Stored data
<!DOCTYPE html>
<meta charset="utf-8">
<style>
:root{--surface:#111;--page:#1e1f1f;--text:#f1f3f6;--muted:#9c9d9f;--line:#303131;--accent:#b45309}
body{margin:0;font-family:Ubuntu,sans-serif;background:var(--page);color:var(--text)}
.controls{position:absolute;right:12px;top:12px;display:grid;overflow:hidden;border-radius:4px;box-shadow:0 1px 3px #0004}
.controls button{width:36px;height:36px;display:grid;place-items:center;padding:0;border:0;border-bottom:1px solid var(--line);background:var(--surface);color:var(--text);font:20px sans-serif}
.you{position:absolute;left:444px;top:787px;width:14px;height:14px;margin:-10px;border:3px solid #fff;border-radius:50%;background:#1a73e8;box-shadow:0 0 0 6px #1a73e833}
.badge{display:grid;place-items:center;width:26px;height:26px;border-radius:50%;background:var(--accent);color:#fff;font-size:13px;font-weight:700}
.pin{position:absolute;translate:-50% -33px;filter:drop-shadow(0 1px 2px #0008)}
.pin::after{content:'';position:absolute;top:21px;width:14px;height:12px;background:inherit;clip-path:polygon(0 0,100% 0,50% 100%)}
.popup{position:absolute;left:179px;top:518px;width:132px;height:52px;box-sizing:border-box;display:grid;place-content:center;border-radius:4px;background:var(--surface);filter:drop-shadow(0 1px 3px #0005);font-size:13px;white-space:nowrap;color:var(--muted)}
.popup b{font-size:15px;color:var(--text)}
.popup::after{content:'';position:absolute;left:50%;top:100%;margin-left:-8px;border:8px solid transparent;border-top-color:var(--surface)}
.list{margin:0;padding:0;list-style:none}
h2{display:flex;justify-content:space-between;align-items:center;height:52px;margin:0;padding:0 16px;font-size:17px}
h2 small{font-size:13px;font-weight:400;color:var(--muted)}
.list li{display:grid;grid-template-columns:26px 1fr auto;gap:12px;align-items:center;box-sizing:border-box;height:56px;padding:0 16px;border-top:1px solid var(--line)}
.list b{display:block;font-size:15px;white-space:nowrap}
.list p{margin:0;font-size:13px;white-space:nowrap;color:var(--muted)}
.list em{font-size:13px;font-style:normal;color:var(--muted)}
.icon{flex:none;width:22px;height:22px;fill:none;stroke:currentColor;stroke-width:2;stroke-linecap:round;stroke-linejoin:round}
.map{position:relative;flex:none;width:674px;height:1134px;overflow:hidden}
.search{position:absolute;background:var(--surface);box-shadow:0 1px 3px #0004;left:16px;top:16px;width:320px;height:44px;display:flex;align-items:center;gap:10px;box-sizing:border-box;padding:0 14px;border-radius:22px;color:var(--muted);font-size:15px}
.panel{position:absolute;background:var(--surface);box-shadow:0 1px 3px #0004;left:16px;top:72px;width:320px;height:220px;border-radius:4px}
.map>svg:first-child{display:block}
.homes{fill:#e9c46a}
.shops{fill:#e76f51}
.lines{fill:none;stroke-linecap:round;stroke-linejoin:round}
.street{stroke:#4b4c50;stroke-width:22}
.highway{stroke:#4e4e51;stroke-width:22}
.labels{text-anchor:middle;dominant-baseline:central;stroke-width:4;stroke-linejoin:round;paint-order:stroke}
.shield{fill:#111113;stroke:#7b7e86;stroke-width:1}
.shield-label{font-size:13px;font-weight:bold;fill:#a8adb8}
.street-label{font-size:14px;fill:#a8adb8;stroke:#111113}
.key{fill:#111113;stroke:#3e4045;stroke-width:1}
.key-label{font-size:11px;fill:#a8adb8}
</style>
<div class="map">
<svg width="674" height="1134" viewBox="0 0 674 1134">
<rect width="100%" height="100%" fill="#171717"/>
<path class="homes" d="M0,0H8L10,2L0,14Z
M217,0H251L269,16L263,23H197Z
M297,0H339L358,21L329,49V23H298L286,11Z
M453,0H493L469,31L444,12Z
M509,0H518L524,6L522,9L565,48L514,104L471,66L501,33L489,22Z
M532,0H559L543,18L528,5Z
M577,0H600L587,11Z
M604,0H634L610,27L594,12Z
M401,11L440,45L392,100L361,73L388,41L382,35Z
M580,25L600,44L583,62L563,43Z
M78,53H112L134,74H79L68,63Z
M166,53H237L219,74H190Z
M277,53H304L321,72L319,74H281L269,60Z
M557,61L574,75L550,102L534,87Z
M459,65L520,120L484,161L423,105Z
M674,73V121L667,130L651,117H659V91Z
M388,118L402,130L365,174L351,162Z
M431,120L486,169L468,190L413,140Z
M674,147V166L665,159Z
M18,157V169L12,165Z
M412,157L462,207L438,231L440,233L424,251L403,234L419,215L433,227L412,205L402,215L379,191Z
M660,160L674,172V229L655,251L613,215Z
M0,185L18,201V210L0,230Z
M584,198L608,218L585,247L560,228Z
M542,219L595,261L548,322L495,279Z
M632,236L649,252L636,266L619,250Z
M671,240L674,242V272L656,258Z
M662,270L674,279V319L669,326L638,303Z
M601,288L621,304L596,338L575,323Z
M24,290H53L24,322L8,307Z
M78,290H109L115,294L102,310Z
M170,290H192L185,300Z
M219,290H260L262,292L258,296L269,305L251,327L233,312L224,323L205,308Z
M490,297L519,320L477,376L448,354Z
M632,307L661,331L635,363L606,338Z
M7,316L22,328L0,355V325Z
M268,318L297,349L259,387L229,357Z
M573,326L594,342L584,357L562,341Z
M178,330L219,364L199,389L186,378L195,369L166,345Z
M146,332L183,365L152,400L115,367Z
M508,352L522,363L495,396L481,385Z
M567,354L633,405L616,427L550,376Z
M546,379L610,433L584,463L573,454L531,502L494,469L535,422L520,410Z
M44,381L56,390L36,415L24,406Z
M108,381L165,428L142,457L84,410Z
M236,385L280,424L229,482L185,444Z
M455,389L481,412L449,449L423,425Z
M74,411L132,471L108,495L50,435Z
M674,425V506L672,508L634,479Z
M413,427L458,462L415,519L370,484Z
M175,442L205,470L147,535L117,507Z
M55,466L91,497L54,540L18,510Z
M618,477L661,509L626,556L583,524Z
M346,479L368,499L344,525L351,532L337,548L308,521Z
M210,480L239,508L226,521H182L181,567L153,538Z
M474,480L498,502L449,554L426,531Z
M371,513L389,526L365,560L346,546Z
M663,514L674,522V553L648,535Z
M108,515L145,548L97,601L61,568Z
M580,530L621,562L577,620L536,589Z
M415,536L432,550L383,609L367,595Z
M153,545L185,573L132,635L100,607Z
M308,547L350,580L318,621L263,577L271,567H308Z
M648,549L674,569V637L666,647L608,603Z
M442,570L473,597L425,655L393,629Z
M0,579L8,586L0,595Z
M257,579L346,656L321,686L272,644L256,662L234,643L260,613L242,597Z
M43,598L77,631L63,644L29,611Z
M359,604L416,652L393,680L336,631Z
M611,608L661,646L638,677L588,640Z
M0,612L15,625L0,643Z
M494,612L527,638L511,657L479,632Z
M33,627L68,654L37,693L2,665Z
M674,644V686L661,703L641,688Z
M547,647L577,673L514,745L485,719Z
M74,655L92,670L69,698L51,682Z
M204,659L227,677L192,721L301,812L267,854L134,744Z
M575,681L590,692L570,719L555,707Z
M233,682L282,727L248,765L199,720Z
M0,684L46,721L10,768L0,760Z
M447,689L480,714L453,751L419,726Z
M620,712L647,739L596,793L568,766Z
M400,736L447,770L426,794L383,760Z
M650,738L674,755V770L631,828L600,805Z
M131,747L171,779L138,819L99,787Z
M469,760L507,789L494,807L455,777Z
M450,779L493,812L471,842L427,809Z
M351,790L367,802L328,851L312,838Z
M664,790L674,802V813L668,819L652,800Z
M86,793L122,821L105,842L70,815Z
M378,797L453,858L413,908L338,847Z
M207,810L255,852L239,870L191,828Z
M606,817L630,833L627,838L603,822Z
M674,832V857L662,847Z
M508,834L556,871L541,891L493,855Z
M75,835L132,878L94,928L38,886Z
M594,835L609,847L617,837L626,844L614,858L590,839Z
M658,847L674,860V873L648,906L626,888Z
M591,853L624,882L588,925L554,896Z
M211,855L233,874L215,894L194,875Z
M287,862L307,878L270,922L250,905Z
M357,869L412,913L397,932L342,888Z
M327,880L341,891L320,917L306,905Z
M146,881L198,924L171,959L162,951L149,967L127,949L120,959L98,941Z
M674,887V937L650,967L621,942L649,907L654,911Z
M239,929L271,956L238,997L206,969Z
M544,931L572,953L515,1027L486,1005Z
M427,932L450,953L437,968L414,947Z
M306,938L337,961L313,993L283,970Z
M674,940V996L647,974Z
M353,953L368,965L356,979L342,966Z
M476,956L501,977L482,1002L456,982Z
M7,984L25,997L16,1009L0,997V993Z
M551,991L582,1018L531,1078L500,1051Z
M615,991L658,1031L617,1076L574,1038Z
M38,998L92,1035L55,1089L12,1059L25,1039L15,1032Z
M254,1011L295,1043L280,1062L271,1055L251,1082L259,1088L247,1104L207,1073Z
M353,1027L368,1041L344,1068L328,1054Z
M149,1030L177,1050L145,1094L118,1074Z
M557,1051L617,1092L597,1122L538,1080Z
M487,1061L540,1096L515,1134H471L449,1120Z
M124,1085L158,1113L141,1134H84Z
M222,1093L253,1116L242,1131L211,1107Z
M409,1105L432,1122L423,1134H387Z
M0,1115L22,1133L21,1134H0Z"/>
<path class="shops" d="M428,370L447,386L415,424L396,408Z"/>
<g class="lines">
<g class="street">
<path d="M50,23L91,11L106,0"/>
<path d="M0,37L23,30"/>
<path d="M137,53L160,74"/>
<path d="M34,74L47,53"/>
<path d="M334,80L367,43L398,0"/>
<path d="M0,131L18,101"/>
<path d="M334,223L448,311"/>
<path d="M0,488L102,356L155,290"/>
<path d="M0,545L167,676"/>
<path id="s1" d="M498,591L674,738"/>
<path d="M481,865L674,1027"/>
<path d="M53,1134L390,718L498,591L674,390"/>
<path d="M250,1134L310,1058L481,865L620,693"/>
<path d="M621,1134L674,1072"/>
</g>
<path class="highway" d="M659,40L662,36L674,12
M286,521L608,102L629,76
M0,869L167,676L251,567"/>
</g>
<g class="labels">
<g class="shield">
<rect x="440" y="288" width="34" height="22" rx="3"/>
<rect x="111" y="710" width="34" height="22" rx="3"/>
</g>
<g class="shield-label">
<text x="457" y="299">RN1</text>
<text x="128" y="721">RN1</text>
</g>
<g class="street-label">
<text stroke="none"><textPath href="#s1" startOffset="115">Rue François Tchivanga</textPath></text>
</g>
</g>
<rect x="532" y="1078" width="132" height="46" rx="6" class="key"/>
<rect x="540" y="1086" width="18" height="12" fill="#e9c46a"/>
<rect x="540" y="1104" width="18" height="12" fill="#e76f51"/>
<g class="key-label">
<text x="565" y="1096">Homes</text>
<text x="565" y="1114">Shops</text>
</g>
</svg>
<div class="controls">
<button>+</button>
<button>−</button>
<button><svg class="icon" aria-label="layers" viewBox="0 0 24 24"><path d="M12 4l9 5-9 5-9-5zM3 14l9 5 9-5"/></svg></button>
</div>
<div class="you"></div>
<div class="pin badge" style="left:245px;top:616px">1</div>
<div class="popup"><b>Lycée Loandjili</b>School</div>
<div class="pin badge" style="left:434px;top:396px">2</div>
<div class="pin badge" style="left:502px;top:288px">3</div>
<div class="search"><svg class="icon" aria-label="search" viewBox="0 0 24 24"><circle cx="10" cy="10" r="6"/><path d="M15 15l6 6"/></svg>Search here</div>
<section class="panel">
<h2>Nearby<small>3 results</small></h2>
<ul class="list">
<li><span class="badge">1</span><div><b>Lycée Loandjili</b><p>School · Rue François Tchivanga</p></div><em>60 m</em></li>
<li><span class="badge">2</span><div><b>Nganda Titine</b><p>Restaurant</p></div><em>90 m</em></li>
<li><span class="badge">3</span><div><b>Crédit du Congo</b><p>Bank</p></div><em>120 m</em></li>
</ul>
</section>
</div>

* [Work order]: Every line that holds the word "labels" should be copied from the records above.

* [Written solution]:
.labels{text-anchor:middle;dominant-baseline:central;stroke-width:4;stroke-linejoin:round;paint-order:stroke}
<g class="labels">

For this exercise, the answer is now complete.